**Data excerpts**.
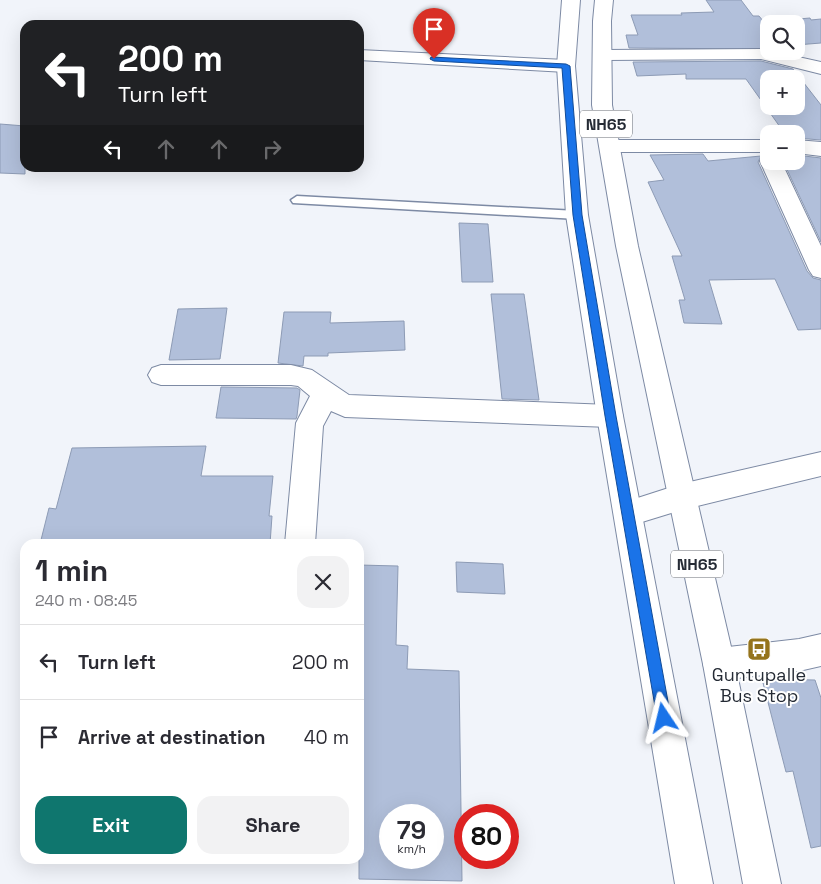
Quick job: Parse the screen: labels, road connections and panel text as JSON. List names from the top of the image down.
{
  "streets": {
    "main road": ["NH65"]
  },
  "places": {
    "bus stop": ["Guntupalle Bus Stop"]
  },
  "page": {
    "map_buttons": ["+", "−"],
    "turn": ["200 m", "Turn left"],
    "heading": ["1 min", "240 m · 08:45"],
    "list": [
      {
        "name": "Turn left",
        "value": "200 m"
      },
      {
        "name": "Arrive at destination",
        "value": "40 m"
      }
    ],
    "buttons": ["Exit", "Share"],
    "speed": "79 km/h",
    "limit": "80"
  }
}
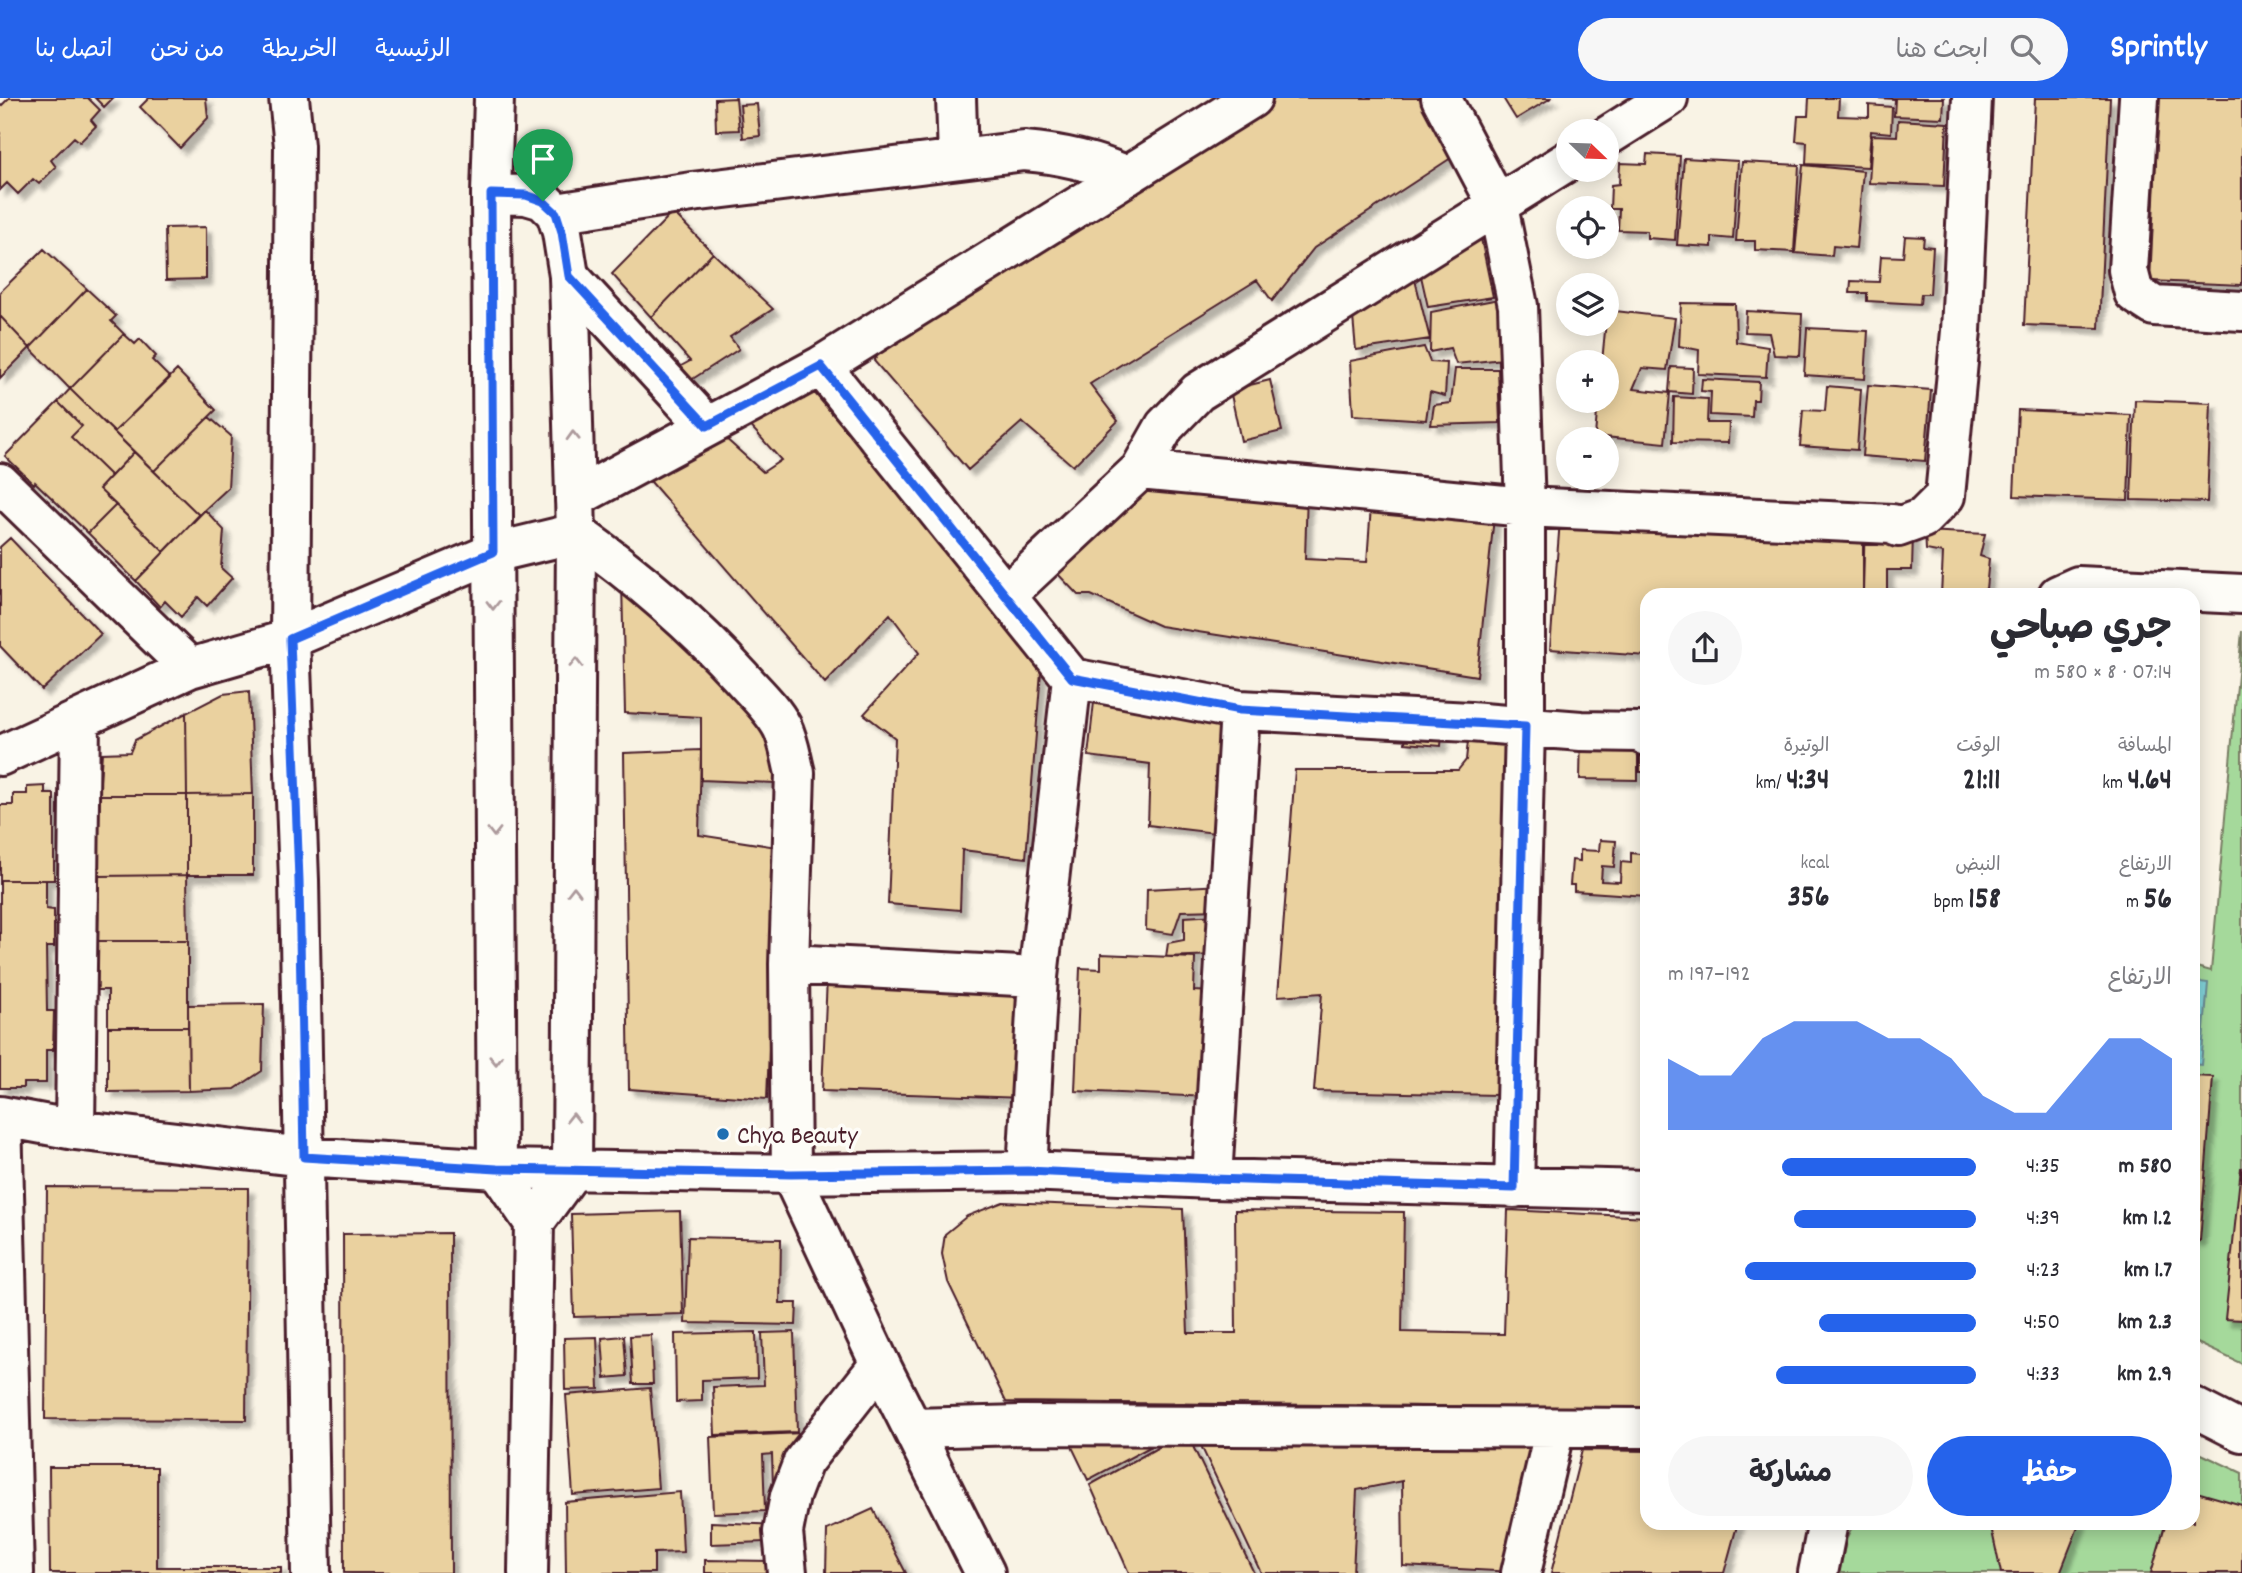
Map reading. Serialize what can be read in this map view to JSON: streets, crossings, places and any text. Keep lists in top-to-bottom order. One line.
{"places":["Chya Beauty"],"north":"bottom right","page":{"header":"Sprintly","search":"ابحث هنا","nav":["الرئيسية","الخريطة","من نحن","اتصل بنا"],"map_buttons":["+","−"],"heading":["جري صباحي","07:14 · 8 × 580 m"],"stats":[["المسافة","4.64 km"],["الوقت","21:11"],["الوتيرة","4:34 /km"],["الارتفاع","56 m"],["النبض","158 bpm"],["kcal","356"]],"chart":["الارتفاع","192–197 m"],"list":[{"name":"580 m","note":"4:35"},{"name":"1.2 km","note":"4:39"},{"name":"1.7 km","note":"4:23"},{"name":"2.3 km","note":"4:50"},{"name":"2.9 km","note":"4:33"}],"buttons":["حفظ","مشاركة"]}}
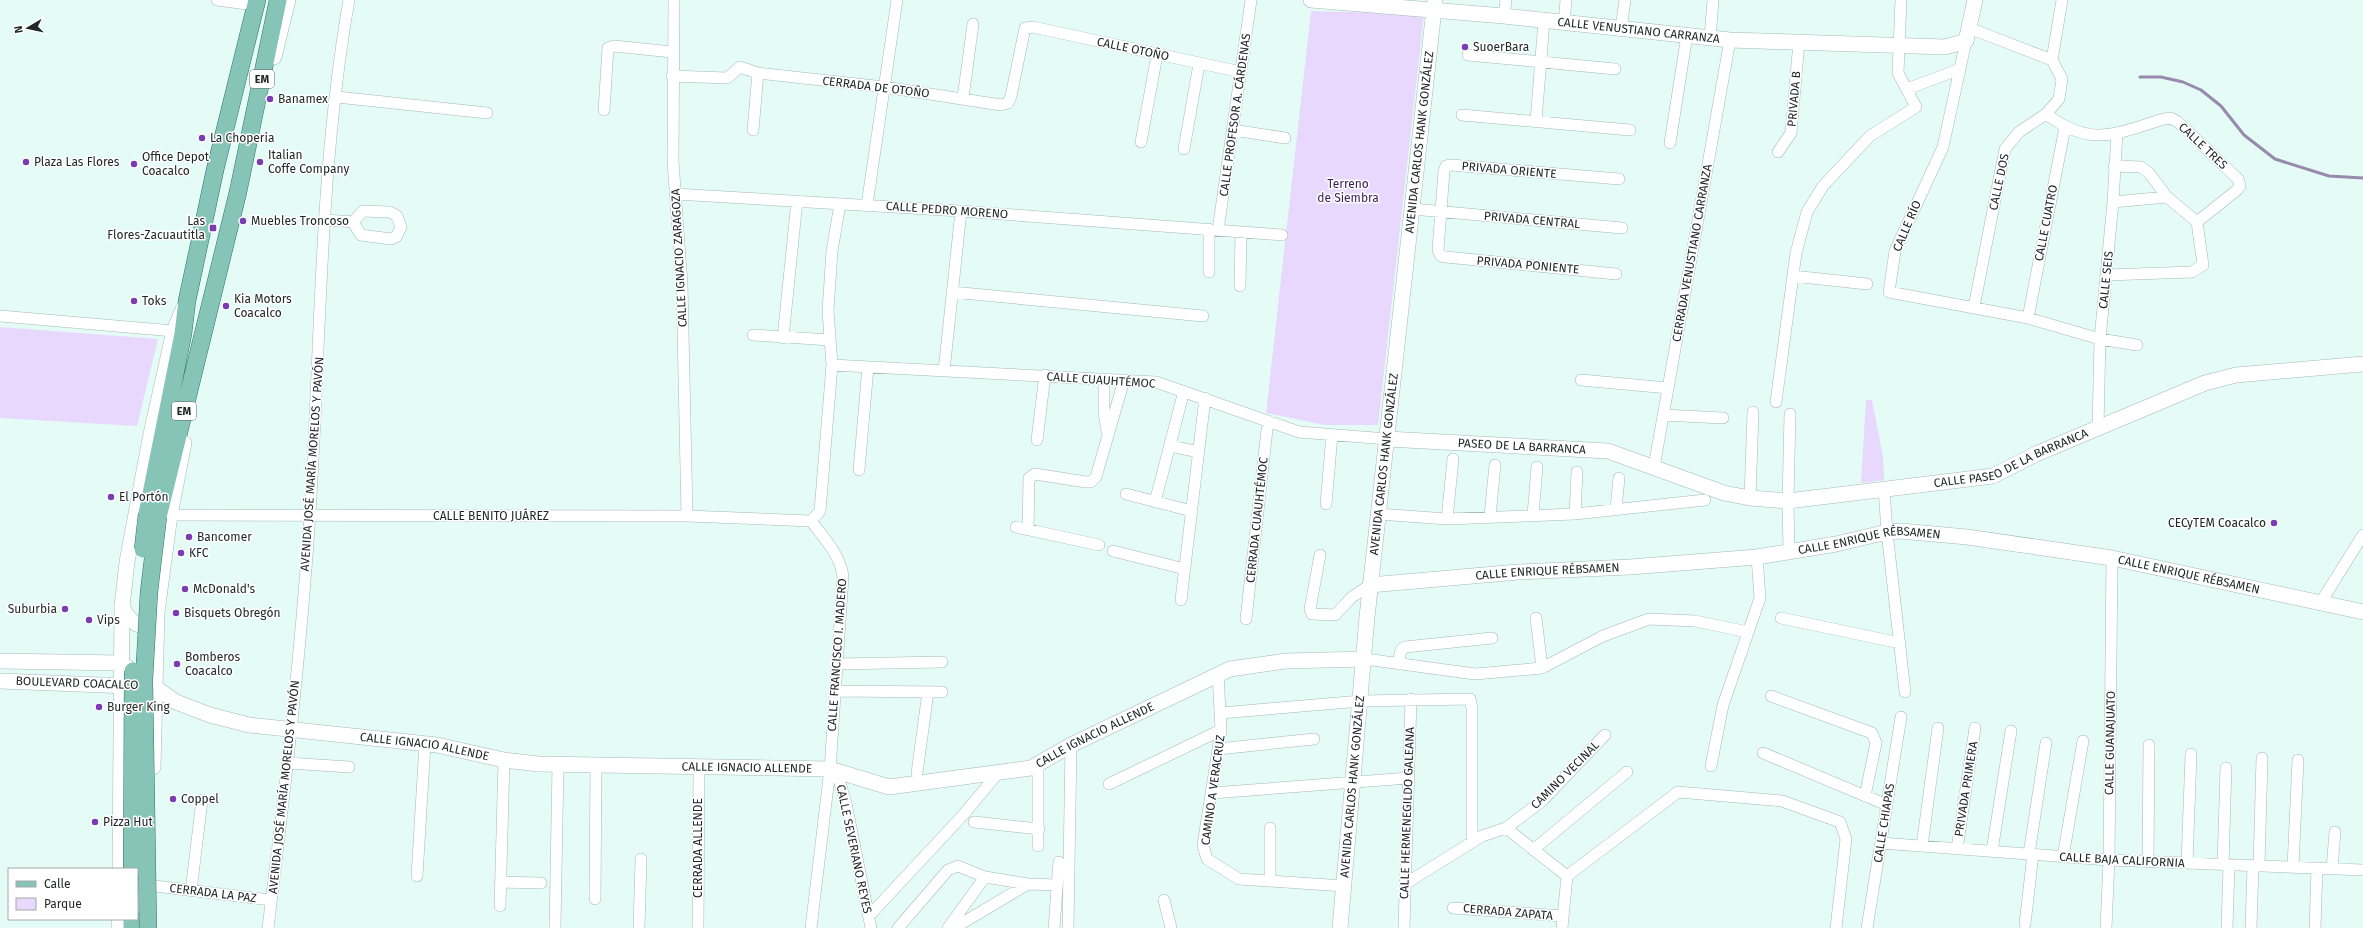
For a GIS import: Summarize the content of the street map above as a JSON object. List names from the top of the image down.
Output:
{
  "streets": {
    "main road": [
      "CALLE VENUSTIANO CARRANZA",
      "EM",
      "AVENIDA CARLOS HANK GONZÁLEZ",
      "CALLE RÍO",
      "PASEO DE LA BARRANCA",
      "CALLE PASEO DE LA BARRANCA",
      "CALLE ENRIQUE RÉBSAMEN",
      "BOULEVARD COACALCO",
      "CALLE IGNACIO ALLENDE"
    ],
    "street": [
      "CALLE OTOÑO",
      "CERRADA DE OTOÑO",
      "PRIVADA B",
      "CALLE PROFESOR A. CÁRDENAS",
      "CALLE TRES",
      "PRIVADA ORIENTE",
      "CALLE DOS",
      "CALLE PEDRO MORENO",
      "PRIVADA CENTRAL",
      "CALLE CUATRO",
      "CERRADA VENUSTIANO CARRANZA",
      "CALLE IGNACIO ZARAGOZA",
      "PRIVADA PONIENTE",
      "CALLE SEIS",
      "CALLE CUAUHTÉMOC",
      "AVENIDA JOSÉ MARÍA MORELOS Y PAVÓN",
      "CALLE BENITO JUÁREZ",
      "CERRADA CUAUHTÉMOC",
      "CALLE FRANCISCO I. MADERO",
      "CALLE GUANAJUATO",
      "CAMINO VECINAL",
      "PRIVADA PRIMERA",
      "CAMINO A VERACRUZ",
      "CALLE HERMENEGILDO GALEANA",
      "CALLE CHIAPAS",
      "CERRADA ALLENDE",
      "CALLE SEVERIANO REYES",
      "CALLE BAJA CALIFORNIA",
      "CERRADA LA PAZ",
      "CERRADA ZAPATA"
    ]
  },
  "crossings": [
    ["CALLE VENUSTIANO CARRANZA", "PRIVADA B"],
    ["CALLE VENUSTIANO CARRANZA", "AVENIDA CARLOS HANK GONZÁLEZ"],
    ["CALLE VENUSTIANO CARRANZA", "CALLE RÍO"],
    ["CALLE VENUSTIANO CARRANZA", "CERRADA VENUSTIANO CARRANZA"],
    ["CALLE OTOÑO", "CERRADA DE OTOÑO"],
    ["CALLE OTOÑO", "CALLE PROFESOR A. CÁRDENAS"],
    ["EM", "CALLE BENITO JUÁREZ"],
    ["CERRADA DE OTOÑO", "CALLE IGNACIO ZARAGOZA"],
    ["CALLE PROFESOR A. CÁRDENAS", "CALLE PEDRO MORENO"],
    ["AVENIDA CARLOS HANK GONZÁLEZ", "PRIVADA CENTRAL"],
    ["AVENIDA CARLOS HANK GONZÁLEZ", "CALLE CUAUHTÉMOC"],
    ["AVENIDA CARLOS HANK GONZÁLEZ", "PASEO DE LA BARRANCA"],
    ["AVENIDA CARLOS HANK GONZÁLEZ", "CALLE ENRIQUE RÉBSAMEN"],
    ["AVENIDA CARLOS HANK GONZÁLEZ", "CALLE IGNACIO ALLENDE"],
    ["AVENIDA CARLOS HANK GONZÁLEZ", "CAMINO A VERACRUZ"],
    ["CALLE TRES", "CALLE DOS"],
    ["CALLE TRES", "CALLE CUATRO"],
    ["CALLE TRES", "CALLE SEIS"],
    ["PRIVADA ORIENTE", "PRIVADA CENTRAL"],
    ["PRIVADA ORIENTE", "PRIVADA PONIENTE"],
    ["CALLE DOS", "CALLE RÍO"],
    ["CALLE PEDRO MORENO", "CALLE IGNACIO ZARAGOZA"],
    ["PRIVADA CENTRAL", "PRIVADA PONIENTE"],
    ["CALLE CUATRO", "CALLE RÍO"],
    ["CALLE RÍO", "CALLE SEIS"],
    ["CERRADA VENUSTIANO CARRANZA", "PASEO DE LA BARRANCA"],
    ["CERRADA VENUSTIANO CARRANZA", "CALLE PASEO DE LA BARRANCA"],
    ["CALLE IGNACIO ZARAGOZA", "CALLE BENITO JUÁREZ"],
    ["CALLE SEIS", "CALLE PASEO DE LA BARRANCA"],
    ["CALLE CUAUHTÉMOC", "PASEO DE LA BARRANCA"],
    ["CALLE CUAUHTÉMOC", "CERRADA CUAUHTÉMOC"],
    ["PASEO DE LA BARRANCA", "CALLE PASEO DE LA BARRANCA"],
    ["AVENIDA JOSÉ MARÍA MORELOS Y PAVÓN", "CALLE BENITO JUÁREZ"],
    ["AVENIDA JOSÉ MARÍA MORELOS Y PAVÓN", "CALLE IGNACIO ALLENDE"],
    ["AVENIDA JOSÉ MARÍA MORELOS Y PAVÓN", "CERRADA LA PAZ"],
    ["CALLE BENITO JUÁREZ", "CALLE FRANCISCO I. MADERO"],
    ["CALLE ENRIQUE RÉBSAMEN", "CALLE GUANAJUATO"],
    ["CALLE FRANCISCO I. MADERO", "CALLE IGNACIO ALLENDE"],
    ["CALLE FRANCISCO I. MADERO", "CALLE SEVERIANO REYES"],
    ["BOULEVARD COACALCO", "CALLE IGNACIO ALLENDE"],
    ["CALLE IGNACIO ALLENDE", "CAMINO A VERACRUZ"],
    ["CALLE IGNACIO ALLENDE", "CERRADA ALLENDE"],
    ["CALLE IGNACIO ALLENDE", "CALLE SEVERIANO REYES"],
    ["CALLE GUANAJUATO", "CALLE BAJA CALIFORNIA"],
    ["CAMINO VECINAL", "CALLE HERMENEGILDO GALEANA"],
    ["PRIVADA PRIMERA", "CALLE BAJA CALIFORNIA"],
    ["CALLE CHIAPAS", "CALLE BAJA CALIFORNIA"]
  ],
  "parks": ["Terreno de Siembra"],
  "places": {
    "other": [
      "SuoerBara",
      "Banamex",
      "La Choperia",
      "Plaza Las Flores",
      "Italian Coffe Company",
      "Office Depot Coacalco",
      "Muebles Troncoso",
      "Toks",
      "Kia Motors Coacalco",
      "El Portón",
      "CECyTEM Coacalco",
      "Bancomer",
      "KFC",
      "McDonald's",
      "Suburbia",
      "Bisquets Obregón",
      "Vips",
      "Bomberos Coacalco",
      "Burger King",
      "Coppel",
      "Pizza Hut"
    ],
    "transit": ["Las Flores-Zacuautitla"]
  },
  "legend": ["Calle", "Parque"],
  "north": "left"
}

**WORK TO COMPLETE**. Give again, word for word, every line from the top of the data through the line with "For a GIS import: Summarize", both ends included, and exclude the pictures.

**EXERCISE ANSWER**.
Quick job: Parse the screen: labels, road connections and panel text as JSON. List names from the top of the image down.
{
  "streets": {
    "main road": ["NH65"]
  },
  "places": {
    "bus stop": ["Guntupalle Bus Stop"]
  },
  "page": {
    "map_buttons": ["+", "−"],
    "turn": ["200 m", "Turn left"],
    "heading": ["1 min", "240 m · 08:45"],
    "list": [
      {
        "name": "Turn left",
        "value": "200 m"
      },
      {
        "name": "Arrive at destination",
        "value": "40 m"
      }
    ],
    "buttons": ["Exit", "Share"],
    "speed": "79 km/h",
    "limit": "80"
  }
}
Map reading. Serialize what can be read in this map view to JSON: streets, crossings, places and any text. Keep lists in top-to-bottom order. One line.
{"places":["Chya Beauty"],"north":"bottom right","page":{"header":"Sprintly","search":"ابحث هنا","nav":["الرئيسية","الخريطة","من نحن","اتصل بنا"],"map_buttons":["+","−"],"heading":["جري صباحي","07:14 · 8 × 580 m"],"stats":[["المسافة","4.64 km"],["الوقت","21:11"],["الوتيرة","4:34 /km"],["الارتفاع","56 m"],["النبض","158 bpm"],["kcal","356"]],"chart":["الارتفاع","192–197 m"],"list":[{"name":"580 m","note":"4:35"},{"name":"1.2 km","note":"4:39"},{"name":"1.7 km","note":"4:23"},{"name":"2.3 km","note":"4:50"},{"name":"2.9 km","note":"4:33"}],"buttons":["حفظ","مشاركة"]}}
For a GIS import: Summarize the content of the street map above as a JSON object. List names from the top of the image down.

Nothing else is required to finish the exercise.